John F. Haught is an American theologian. He is a Distinguished Research Professor at Georgetown University. He specializes in Roman Catholic systematic theology, with a particular interest in issues pertaining to physical cosmology, evolutionary biology, geology, and Christianity.

He has authored numerous books and articles, including Science and Faith: A New Introduction (2012), Making Sense of Evolution: Darwin, God, and The Drama of Life ( 2010), God and the New Atheism: A Critical Response to Dawkins, Harris, and Hitchens (2008), Christianity and Science: Toward a Theology of Nature (2007), Is Nature Enough? Meaning and Truth in the Age of Science (2006), Purpose, Evolution and the Meaning of Life (2004), God After Darwin: A Theology of Evolution (2000, 2nd ed. 2007), Science and Religion: From Conflict to Conversation (1995), The Promise of Nature: Ecology and Cosmic Purpose (1993, 2nd ed. 2004), What is Religion? (1990), What is God? (1986), and The Cosmic Adventure: Science, Religion and the Quest for Purpose (1984).

In 2002, Haught received the Owen Garrigan Award in Science and Religion, in 2004 the Sophia Award for Theological Excellence, and in 2008 a "Friend of Darwin Award" from the National Center for Science Education. He also testified for the plaintiffs in Harrisburg, PA “Intelligent Design Trial”(Kitzmiller et al. vs. Dover Board of Education).

== Life ==
John F. Haught was born on November 12, 1942, to Paul and Angela Haught. His wife is Evelyn.

==Academic career and systemic theology==
Haught graduated from St. Mary's Seminary and University in Baltimore in 1964 and subsequently received his PhD in theology from The Catholic University of America in Washington, D.C., in 1968 (Dissertation: Foundations of the Hermeneutics of Eschatology).

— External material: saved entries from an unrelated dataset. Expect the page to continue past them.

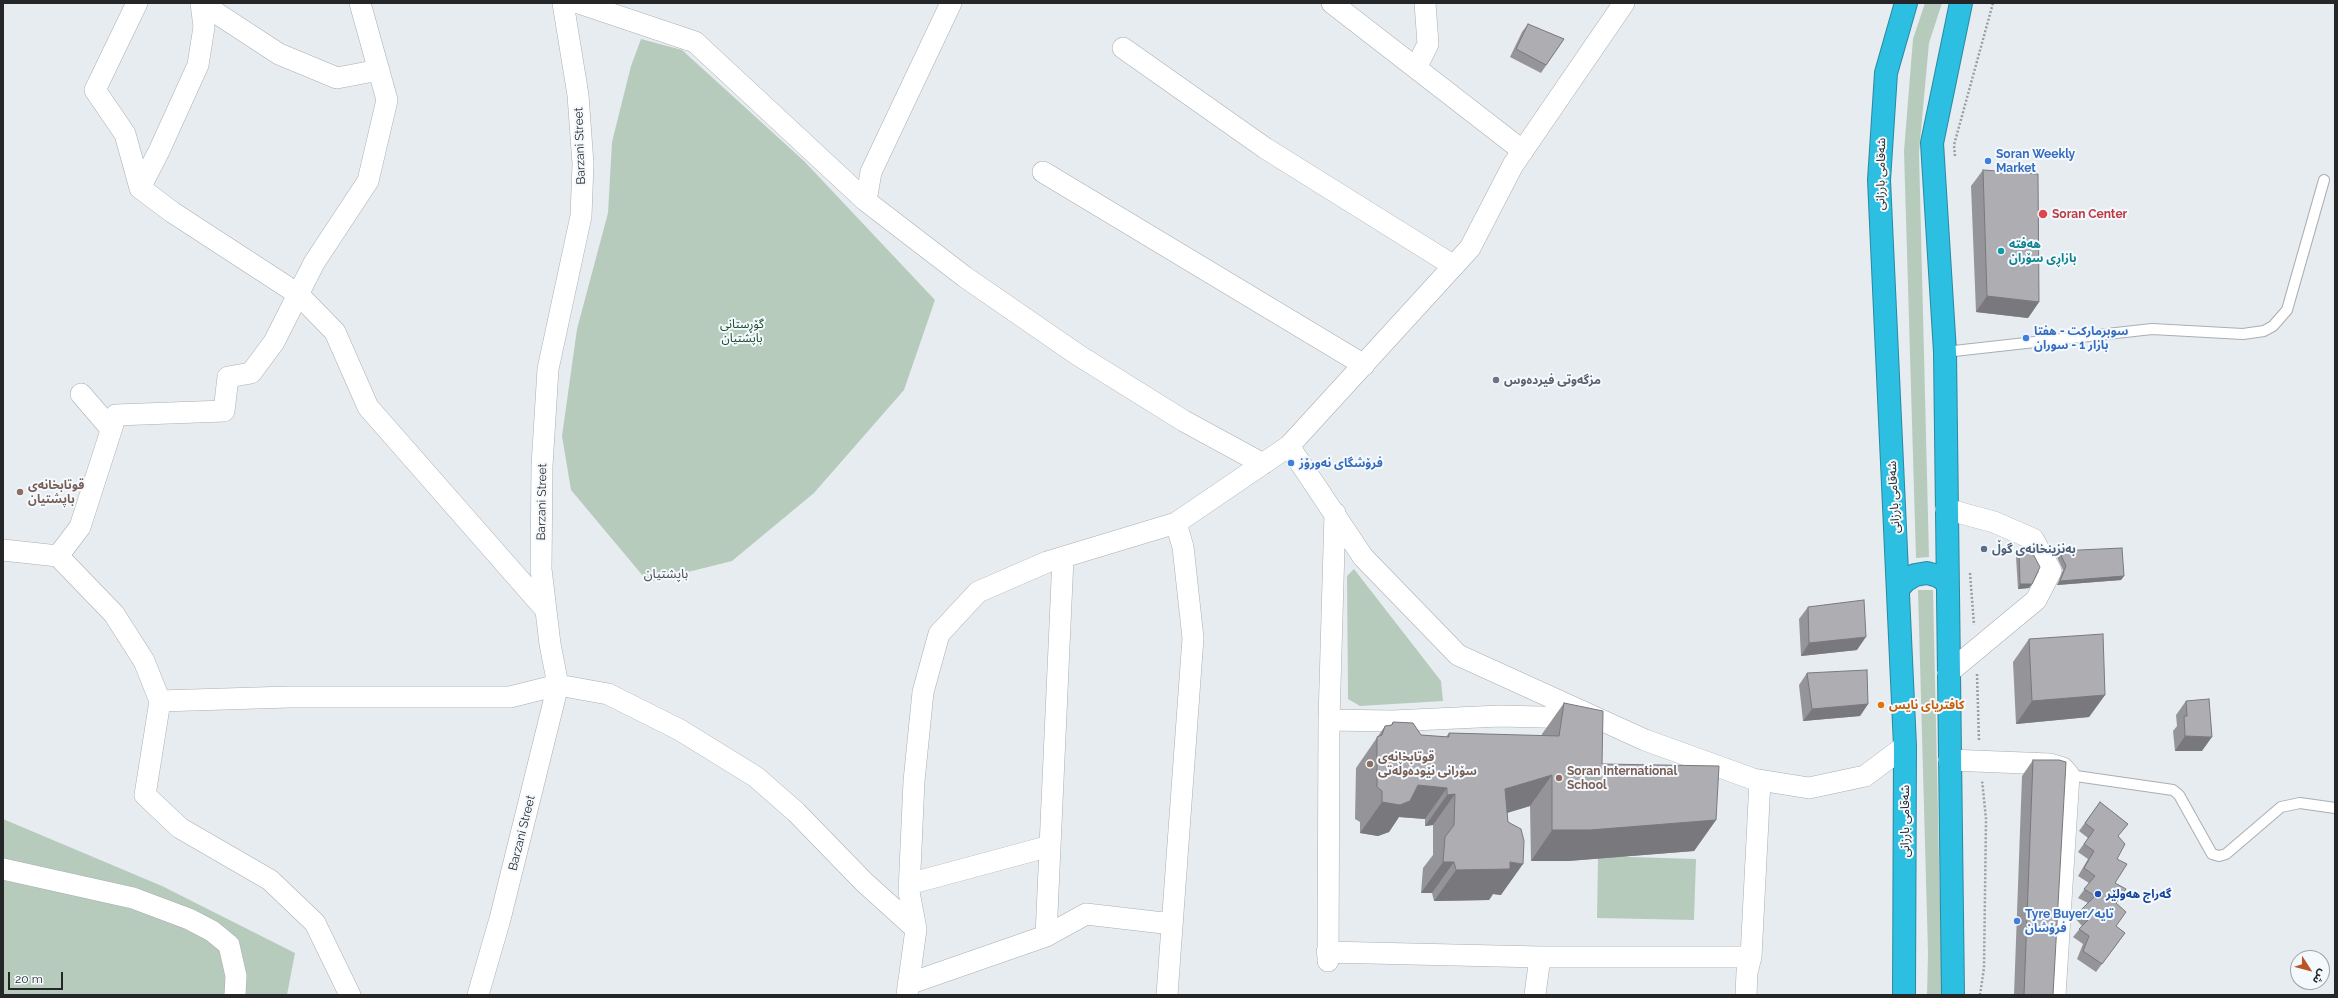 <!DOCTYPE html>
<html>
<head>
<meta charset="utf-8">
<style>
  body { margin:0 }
  #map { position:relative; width:2338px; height:998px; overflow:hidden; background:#e7ecf0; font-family:Raleway,"Noto Sans Arabic",sans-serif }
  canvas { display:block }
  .frame { position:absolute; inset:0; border:4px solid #252628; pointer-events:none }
  .north { position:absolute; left:2290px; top:950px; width:40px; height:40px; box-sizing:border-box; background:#f4f9fd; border:1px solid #a1a5a8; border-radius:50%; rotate:126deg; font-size:11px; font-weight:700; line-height:16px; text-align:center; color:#252628 }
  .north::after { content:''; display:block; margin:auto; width:14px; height:18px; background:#ba5525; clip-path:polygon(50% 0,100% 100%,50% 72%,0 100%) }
  .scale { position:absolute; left:8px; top:972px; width:55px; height:18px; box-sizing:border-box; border:2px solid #252628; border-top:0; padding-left:5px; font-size:12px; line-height:14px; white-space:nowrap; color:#252628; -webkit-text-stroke:3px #f4f9fd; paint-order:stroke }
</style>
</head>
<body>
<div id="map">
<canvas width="2338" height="998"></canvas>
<div class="frame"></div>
<div class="north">ش</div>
<div class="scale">20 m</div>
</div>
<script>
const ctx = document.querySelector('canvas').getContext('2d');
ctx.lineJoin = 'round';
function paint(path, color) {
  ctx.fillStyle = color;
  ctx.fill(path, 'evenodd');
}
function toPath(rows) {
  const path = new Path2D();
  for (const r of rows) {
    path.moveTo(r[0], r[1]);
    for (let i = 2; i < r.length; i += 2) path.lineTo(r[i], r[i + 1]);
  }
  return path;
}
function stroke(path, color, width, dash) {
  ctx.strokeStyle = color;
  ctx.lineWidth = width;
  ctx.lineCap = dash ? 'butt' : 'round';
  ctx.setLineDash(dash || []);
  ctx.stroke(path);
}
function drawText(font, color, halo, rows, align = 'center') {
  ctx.font = font + ' Raleway,"Noto Sans Arabic",sans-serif';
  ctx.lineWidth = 4;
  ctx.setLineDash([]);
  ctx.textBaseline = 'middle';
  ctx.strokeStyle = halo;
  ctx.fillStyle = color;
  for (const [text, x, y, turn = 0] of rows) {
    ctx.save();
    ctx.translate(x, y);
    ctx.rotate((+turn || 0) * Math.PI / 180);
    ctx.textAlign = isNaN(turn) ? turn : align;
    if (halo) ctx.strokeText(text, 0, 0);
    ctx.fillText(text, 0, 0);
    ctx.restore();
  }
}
paint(toPath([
  [1925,3,1942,3,1929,43,1919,152,1929,557,1916,558,1904,151,1913,39],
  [641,39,682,50,804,161,935,300,904,390,814,493,732,561,648,582,571,490,562,436,577,329,608,213,612,142,631,66],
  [1354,569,1441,681,1443,701,1360,706,1348,699,1347,576],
  [1918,590,1933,590,1942,995,1927,995,1928,953],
  [3,819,162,886,295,953,287,995,3,995],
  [1598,856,1696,859,1694,920,1597,918]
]), '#b7cbbd');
const lane = toPath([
  [1945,352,2152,329,2243,334,2264,331,2273,326,2287,310,2324,180],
  [2069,775,2173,790,2179,795,2212,854,2219,856,2226,854,2281,807,2300,803,2335,808]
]);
const street = toPath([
  [137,3,95,90,125,134,140,188,172,212,298,294,335,332,368,407,546,610],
  [201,3,279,54,337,78,379,70],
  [579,3,695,42,866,201],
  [951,3,871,172,866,201,965,277,1078,355,1184,421,1263,464],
  [1332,3,1523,151],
  [1123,48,1265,148,1454,266],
  [1416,68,1428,44,1425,3],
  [1043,172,1364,365],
  [140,188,159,151,198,65,204,27,201,3],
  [81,394,111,429],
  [1289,446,1363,557,1458,655,1645,740,1753,779,1809,788,1865,776,1905,746],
  [1946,509,1994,522,2033,539,2051,571,2036,600,1948,673],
  [3,550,58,556,114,614,144,661,160,701,145,795,180,828,270,880,315,923,350,995],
  [58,556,80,527,116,415,224,411,228,377,251,373,274,342,314,263,368,181,387,100,360,3],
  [160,701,289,697,510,697,558,685,608,694,680,730,756,777,796,812,864,882,916,929],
  [1329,720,1392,721,1500,716,1581,718],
  [1949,760,2050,764,2063,768,2069,775,2055,995],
  [3,869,133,898,189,919,212,931,229,945,236,976,235,995],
  [909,884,1050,846],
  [1046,936,1063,558],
  [1327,952,1540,957,1751,957],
  [1328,961,1329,720,1335,513],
  [908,984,1046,936,1086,914,1172,924],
  [478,995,500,919,558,685,550,644,541,569,542,466,548,369,581,216,583,164,578,95,563,3],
  [907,995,916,929,909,892,914,781,923,692,939,634,978,592,1047,562,1176,523,1289,446,1470,248,1513,165,1624,3],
  [1167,995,1193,638,1183,547,1176,523],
  [1535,995,1540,957],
  [1746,995,1747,972,1751,957,1760,781]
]);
const highway = toPath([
  [1898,589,1905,581,1915,575,1927,573,1938,576,1947,582],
  [1904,995,1905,746,1879,180,1886,73,1906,3],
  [1953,995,1945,352,1932,143,1961,3]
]);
stroke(lane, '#aaaeb2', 12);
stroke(street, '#aaaeb2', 22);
stroke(highway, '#2a89a0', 24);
stroke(toPath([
  [1955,156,1954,145,1993,3],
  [1970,573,1974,625],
  [1977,674,1979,741],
  [1980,995,1984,968,1986,819,1982,780]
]), '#9a9ea1', 2.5, [2, 2]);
stroke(lane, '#fff', 10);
stroke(street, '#fff', 21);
stroke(highway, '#2cbfe1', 22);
paint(toPath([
  [1528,24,1564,39,1541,73,1510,57,1522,32],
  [1983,170,2039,302,2028,318,1976,312,1971,186],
  [2059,551,2124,576,2121,580,2057,585,2063,570,2056,555],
  [2019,553,2032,584,2029,588,2018,589,2016,557],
  [1808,607,1857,650,1801,656,1799,619],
  [2029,639,2105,695,2089,717,2016,724,2013,662],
  [1807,673,1868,704,1860,716,1803,721,1799,685],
  [2186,701,2202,751,2175,751,2173,731,2177,726,2176,715],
  [1564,703,1602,764,1716,820,1694,851,1568,861,1531,861,1530,806,1507,813,1501,895,1493,894,1489,900,1434,901,1432,893,1421,893,1423,868,1433,855,1433,825,1425,826,1425,819,1399,817,1389,832,1378,836,1360,833,1360,822,1355,819,1356,768,1385,726,1391,725,1393,722,1421,735,1446,737,1449,733,1542,736,1542,734],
  [2033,760,2053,995,2014,995,2022,776],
  [2100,802,2128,824,2118,836,2115,883,2116,903,2116,926,2125,933,2096,972,2077,959,2083,944,2073,937,2082,926,2075,918,2081,910,2088,903,2078,898,2089,883,2078,876,2088,859,2078,852,2088,838,2079,831]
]), '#959599');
paint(toPath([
  [1987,296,2039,302,2028,318,1976,312],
  [2124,576,2121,580,2057,585,2060,581],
  [2020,584,2032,584,2029,588,2018,589],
  [1866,637,1857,650,1801,656,1809,643],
  [2105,695,2089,717,2016,724,2032,701],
  [1868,704,1860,716,1803,721,1812,709],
  [2185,736,2212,737,2202,751,2175,751],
  [1552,775,1530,806,1483,820,1505,789],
  [1418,785,1447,788,1425,819,1399,817,1389,832,1378,836,1360,833,1382,802],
  [1455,794,1433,825,1425,826,1447,795],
  [1716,820,1694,851,1568,861,1531,861,1552,830],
  [1443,862,1454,862,1432,893,1421,893],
  [1510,862,1523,864,1501,895,1493,894,1489,900,1434,901,1456,870]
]), '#79797d');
const building = toPath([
  [1528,24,1564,39,1546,65,1516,49,1528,24],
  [1983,170,2038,174,2039,302,1987,296,1983,170],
  [2122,548,2124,576,2060,581,2066,566,2059,551,2122,548],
  [2032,552,2040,567,2032,584,2020,584,2019,553,2032,552],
  [1864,600,1866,637,1809,643,1808,607,1864,600],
  [2103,634,2105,695,2032,701,2029,639,2103,634],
  [1867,670,1868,704,1812,709,1807,673,1867,670],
  [2209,699,2212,737,2185,736,2184,716,2187,716,2186,701,2209,699],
  [1564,703,1603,711,1602,764,1719,766,1716,820,1590,830,1552,830,1552,775,1505,789,1508,822,1521,829,1524,841,1523,864,1510,862,1510,869,1456,870,1454,862,1443,862,1445,837,1454,825,1455,794,1447,795,1447,788,1418,785,1410,801,1400,805,1382,802,1382,791,1377,787,1377,737,1382,735,1385,726,1392,725,1393,722,1413,723,1421,735,1449,737,1449,733,1559,736,1564,703],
  [2033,760,2059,760,2066,762,2053,995,2024,995,2033,760],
  [2100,802,2128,824,2118,836,2125,844,2117,859,2127,864,2115,883,2126,889,2116,903,2126,912,2116,926,2125,933,2102,964,2083,951,2089,936,2079,929,2089,919,2081,910,2095,896,2084,889,2095,876,2084,868,2094,851,2084,844,2094,830,2085,823,2100,802]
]);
paint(building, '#adadb2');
stroke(building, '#79797d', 1);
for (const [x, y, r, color] of [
  [1988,161,4,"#3f7fe0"],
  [2043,214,5,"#e0444e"],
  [2001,251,4,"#0f9aa8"],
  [2026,338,4,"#3f7fe0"],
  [1496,380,4,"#6b7280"],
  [1291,463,4,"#3f7fe0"],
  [20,492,4,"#8d6e63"],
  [1984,549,4,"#5c6f8a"],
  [1881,705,4,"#e8710a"],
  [1370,764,4,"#8d6e63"],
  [1559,778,4,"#8d6e63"],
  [2098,894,4,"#1a4fb4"],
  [2017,921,4,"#3f7fe0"]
]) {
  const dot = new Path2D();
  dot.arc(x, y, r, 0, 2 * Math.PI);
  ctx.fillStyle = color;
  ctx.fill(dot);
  stroke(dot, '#f4f9fd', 1.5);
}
drawText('12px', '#252628', '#f4f9fd', [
  ["Barzani Street",580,146,-92],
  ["شەقامی بارزانی",1881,174,-89],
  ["شەقامی بارزانی",1894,497,-93],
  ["Barzani Street",542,502,-89],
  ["شەقامی بارزانی",1905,821,-90],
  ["Barzani Street",522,833,-76]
]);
drawText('bold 12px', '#366cbe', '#f4f9fd', [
  ["Soran Weekly",1996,154],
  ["Market",1996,168],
  ["سوبرماركت - هفتا",2034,331],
  ["بازار 1 - سوران",2034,345],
  ["فرۆشگای نەورۆز",1299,463],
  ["Tyre Buyer/تایە",2025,914],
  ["فرۆشان",2025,928]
], 'left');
drawText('bold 12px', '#be3a42', '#f4f9fd', [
  ["Soran Center",2052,214]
], 'left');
drawText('bold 12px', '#0d838f', '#f4f9fd', [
  ["هەفتە",2009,244],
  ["بازاڕی سۆران",2009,258]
], 'left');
drawText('12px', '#174a2c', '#f4f9fd', [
  ["گۆڕستانی",742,324],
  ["باپشتیان",742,338]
]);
drawText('bold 12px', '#5b616d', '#f4f9fd', [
  ["مزگەوتی فیردەوس",1504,380]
], 'left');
drawText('bold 12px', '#785e54', '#f4f9fd', [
  ["قوتابخانەی",28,485],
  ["باپشتیان",28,499],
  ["قوتابخانەی",1378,757],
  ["سۆرانی نێودەوڵەتی",1378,771],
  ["Soran International",1567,771],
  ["School",1567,785]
], 'left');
drawText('bold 12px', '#4e5e75', '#f4f9fd', [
  ["بەنزینخانەی گوڵ",1992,549]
], 'left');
drawText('bold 12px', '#c56008', '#f4f9fd', [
  ["کافتریای نایس",1889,705]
], 'left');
drawText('bold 12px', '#164399', '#f4f9fd', [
  ["گەراج هەولێر",2106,894]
], 'left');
drawText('13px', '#4d5054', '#f4f9fd', [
  ["باپشتیان",666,574]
]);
</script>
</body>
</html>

From 1969 to 2005 Haught taught in the Department of Theology at Georgetown University in Washington, D.C., serving as theology department chair between 1990 and 1995. In addition, he has been a Landegger Distinguished Professor and Thomas Healey Distinguished Professor, and held the D’Angelo Chair in Humanities at St. John's University (2008), and was visiting professor at the Pontifical Gregorian University in Rome (2010).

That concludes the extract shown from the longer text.